## Dram Data Upload

<!-- 

Assignment Verison

In this assignment, you'll upload Dram shop data to your GBQ account and run a couple of queries against it. The data for this assignment is in a .zip file called `dram-items.zip` on Moodle (though the underlying file will have a date attached to it). These are item-level reports exported from the point-of-sale system at the Dram shop.

Your goals are to upload these to tables in a GBQ data set. Your tables should have the naming convention `dram_items_YYYYMM01` and each table should be a single month. (We're putting 01 in so that GBQ displays the tables in their "shard" format: `dram_items_(N)`.) 

I recommend extracting the zip file into the repository into a folder called `dram-items`. Make sure _not_ to commit any big data files to your repo.

Make your data pipeline idempotent, which means you will be checking for the presence of your tables and, if they exist, deleting them before recreating them. 

--> 

In this exercise, you'll upload Dram shop data to your GBQ account and run a couple of queries against it. The data for this exercise is in a .zip file called `dram-items.zip` on Moodle (though the underlying file will have a date attached to it). These are item-level reports exported from the point-of-sale system at the Dram shop.

Your goals are to upload these to tables in a GBQ data set. Your tables should have the naming convention `dram_items_YYYYMM01` and each table should be a single month. (We're putting 01 in so that GBQ displays the tables in their "shard" format: `dram_items_(N)`.) 

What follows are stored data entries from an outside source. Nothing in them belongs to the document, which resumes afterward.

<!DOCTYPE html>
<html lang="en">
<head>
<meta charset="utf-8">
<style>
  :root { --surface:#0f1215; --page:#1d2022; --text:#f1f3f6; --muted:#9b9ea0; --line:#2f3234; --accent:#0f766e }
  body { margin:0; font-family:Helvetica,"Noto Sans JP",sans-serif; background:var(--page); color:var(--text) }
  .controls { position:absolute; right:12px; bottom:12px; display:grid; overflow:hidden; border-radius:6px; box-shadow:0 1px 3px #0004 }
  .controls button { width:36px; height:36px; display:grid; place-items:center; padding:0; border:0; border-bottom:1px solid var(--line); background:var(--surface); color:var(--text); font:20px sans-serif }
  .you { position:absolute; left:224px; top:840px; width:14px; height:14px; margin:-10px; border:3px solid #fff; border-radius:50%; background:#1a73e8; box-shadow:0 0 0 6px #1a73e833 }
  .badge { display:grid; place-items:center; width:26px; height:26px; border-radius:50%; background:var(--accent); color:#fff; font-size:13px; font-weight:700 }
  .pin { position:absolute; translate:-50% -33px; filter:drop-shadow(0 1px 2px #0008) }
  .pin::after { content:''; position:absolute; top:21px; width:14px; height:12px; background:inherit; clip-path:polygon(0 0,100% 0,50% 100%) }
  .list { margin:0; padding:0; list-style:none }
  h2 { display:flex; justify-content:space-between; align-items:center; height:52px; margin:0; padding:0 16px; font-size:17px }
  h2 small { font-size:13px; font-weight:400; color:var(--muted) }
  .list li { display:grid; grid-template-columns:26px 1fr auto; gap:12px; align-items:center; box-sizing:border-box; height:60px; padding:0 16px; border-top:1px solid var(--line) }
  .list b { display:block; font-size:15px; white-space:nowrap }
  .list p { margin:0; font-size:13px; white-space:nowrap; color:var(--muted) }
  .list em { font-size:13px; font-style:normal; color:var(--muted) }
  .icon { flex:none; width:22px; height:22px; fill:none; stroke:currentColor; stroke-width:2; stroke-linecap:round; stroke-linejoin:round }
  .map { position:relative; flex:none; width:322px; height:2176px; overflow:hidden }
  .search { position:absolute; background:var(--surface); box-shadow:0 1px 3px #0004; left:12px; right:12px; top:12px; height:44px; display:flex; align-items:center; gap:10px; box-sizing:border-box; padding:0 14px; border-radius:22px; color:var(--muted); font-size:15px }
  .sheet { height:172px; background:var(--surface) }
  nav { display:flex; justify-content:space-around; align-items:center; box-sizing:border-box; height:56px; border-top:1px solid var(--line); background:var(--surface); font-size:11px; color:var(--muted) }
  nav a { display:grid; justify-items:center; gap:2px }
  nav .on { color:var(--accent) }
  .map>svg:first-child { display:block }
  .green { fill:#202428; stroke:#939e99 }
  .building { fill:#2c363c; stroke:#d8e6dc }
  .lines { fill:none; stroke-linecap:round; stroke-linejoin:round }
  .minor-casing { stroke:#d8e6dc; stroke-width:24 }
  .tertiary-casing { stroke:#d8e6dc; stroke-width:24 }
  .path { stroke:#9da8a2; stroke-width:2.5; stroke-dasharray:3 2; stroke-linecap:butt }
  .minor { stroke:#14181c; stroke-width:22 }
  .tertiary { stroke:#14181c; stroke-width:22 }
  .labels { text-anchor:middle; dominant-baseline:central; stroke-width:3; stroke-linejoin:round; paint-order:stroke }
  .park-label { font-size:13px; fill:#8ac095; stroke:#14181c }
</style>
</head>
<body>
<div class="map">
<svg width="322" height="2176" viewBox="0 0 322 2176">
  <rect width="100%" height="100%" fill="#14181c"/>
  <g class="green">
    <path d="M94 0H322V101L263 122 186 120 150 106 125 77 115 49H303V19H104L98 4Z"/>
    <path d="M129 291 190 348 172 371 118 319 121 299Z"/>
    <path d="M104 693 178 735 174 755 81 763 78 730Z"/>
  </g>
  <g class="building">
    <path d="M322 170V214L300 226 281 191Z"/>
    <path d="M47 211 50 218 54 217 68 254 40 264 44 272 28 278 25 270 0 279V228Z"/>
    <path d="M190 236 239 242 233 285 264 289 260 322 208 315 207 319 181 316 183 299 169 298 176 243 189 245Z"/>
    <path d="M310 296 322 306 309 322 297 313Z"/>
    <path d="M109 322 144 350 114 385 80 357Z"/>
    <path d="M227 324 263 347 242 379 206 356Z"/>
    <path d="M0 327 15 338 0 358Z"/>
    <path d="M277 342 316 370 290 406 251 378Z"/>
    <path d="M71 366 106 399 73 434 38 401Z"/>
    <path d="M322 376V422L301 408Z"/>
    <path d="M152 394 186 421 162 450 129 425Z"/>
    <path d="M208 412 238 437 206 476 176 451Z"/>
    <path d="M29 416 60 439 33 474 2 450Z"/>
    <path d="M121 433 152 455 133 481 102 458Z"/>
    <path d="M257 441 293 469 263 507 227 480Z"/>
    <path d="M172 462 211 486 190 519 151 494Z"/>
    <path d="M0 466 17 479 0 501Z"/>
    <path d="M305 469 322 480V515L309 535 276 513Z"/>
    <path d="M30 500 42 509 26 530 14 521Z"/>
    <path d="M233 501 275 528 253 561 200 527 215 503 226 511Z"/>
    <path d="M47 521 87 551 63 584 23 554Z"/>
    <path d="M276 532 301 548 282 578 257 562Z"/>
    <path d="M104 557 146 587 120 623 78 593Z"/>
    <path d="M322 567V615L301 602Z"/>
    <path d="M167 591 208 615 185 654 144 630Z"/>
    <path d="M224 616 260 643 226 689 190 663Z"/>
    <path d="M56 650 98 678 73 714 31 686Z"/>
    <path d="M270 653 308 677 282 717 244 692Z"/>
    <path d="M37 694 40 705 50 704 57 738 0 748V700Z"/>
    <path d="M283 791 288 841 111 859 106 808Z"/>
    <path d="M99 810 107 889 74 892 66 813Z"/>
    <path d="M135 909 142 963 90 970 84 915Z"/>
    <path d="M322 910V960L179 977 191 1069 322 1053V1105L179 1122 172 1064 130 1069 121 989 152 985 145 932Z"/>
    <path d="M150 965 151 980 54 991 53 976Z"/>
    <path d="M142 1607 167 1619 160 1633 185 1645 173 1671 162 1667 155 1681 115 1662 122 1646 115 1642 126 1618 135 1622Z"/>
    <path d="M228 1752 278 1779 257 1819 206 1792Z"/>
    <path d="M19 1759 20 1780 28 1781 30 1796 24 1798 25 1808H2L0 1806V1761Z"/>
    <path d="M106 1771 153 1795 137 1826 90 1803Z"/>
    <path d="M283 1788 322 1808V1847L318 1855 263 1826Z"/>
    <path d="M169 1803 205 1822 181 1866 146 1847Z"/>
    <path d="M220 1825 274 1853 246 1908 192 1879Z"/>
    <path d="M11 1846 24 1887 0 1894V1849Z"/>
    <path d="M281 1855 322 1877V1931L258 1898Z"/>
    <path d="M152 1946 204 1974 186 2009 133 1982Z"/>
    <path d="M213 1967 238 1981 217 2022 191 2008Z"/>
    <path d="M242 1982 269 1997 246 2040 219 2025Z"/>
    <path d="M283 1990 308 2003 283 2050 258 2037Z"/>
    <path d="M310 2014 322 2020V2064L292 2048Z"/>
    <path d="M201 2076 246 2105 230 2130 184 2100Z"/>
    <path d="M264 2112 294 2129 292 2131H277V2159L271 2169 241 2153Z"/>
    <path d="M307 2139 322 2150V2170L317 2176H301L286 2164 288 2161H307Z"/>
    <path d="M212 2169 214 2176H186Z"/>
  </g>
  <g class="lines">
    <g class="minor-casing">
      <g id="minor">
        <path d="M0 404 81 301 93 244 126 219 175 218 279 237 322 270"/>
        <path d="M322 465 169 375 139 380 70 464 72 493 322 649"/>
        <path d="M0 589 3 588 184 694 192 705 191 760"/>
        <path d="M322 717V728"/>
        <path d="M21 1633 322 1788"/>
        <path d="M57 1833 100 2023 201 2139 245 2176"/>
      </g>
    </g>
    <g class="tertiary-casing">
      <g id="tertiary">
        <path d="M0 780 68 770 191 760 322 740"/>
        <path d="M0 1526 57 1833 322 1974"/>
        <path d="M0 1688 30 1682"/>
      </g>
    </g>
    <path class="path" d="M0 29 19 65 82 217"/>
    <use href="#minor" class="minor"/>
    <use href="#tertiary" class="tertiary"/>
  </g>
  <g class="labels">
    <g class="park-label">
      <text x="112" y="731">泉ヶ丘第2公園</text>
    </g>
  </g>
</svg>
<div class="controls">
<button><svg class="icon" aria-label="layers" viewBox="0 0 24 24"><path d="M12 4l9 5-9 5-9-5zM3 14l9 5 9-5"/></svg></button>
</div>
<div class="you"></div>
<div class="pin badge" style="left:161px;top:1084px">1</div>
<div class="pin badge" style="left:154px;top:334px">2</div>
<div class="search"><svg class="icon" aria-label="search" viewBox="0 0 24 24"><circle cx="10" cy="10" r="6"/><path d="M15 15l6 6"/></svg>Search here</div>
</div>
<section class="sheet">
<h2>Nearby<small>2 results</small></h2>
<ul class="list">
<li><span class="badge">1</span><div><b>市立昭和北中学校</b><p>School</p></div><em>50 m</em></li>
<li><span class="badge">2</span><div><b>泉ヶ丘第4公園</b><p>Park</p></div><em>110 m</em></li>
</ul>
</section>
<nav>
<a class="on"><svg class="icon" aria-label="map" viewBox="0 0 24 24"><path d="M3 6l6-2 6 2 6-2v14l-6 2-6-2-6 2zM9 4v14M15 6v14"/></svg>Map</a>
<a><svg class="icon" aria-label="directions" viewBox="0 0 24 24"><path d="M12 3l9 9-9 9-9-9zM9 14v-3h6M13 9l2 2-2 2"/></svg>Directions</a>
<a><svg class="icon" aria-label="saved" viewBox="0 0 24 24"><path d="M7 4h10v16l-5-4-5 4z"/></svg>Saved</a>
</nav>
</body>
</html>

I recommend extracting the zip file into the repository into a folder called `dram-items`. Make sure _not_ to commit any big data files to your repo.

Make your data pipeline idempotent, which means you will be checking for the presence of your tables and, if they exist, deleting them before recreating them. 




In [None]:
import os
import re
import datetime 

import pandas as pd
import numpy as np
import pandas_gbq
import janitor

# Do our imports for the code
from google.cloud import bigquery
from google.oauth2 import service_account

### GBQ Set Up

In this next section we connect to our GBQ project and list the data sets inside to test the connection.

In [None]:
# These first two values will be different on your machine. 
service_path = "/Users/chandler/Dropbox/Teaching/"
service_file = 'umt-msba-037daf11ee16.json' # change this to your authentication information  
gbq_proj_id = 'umt-msba' # change this to your project. 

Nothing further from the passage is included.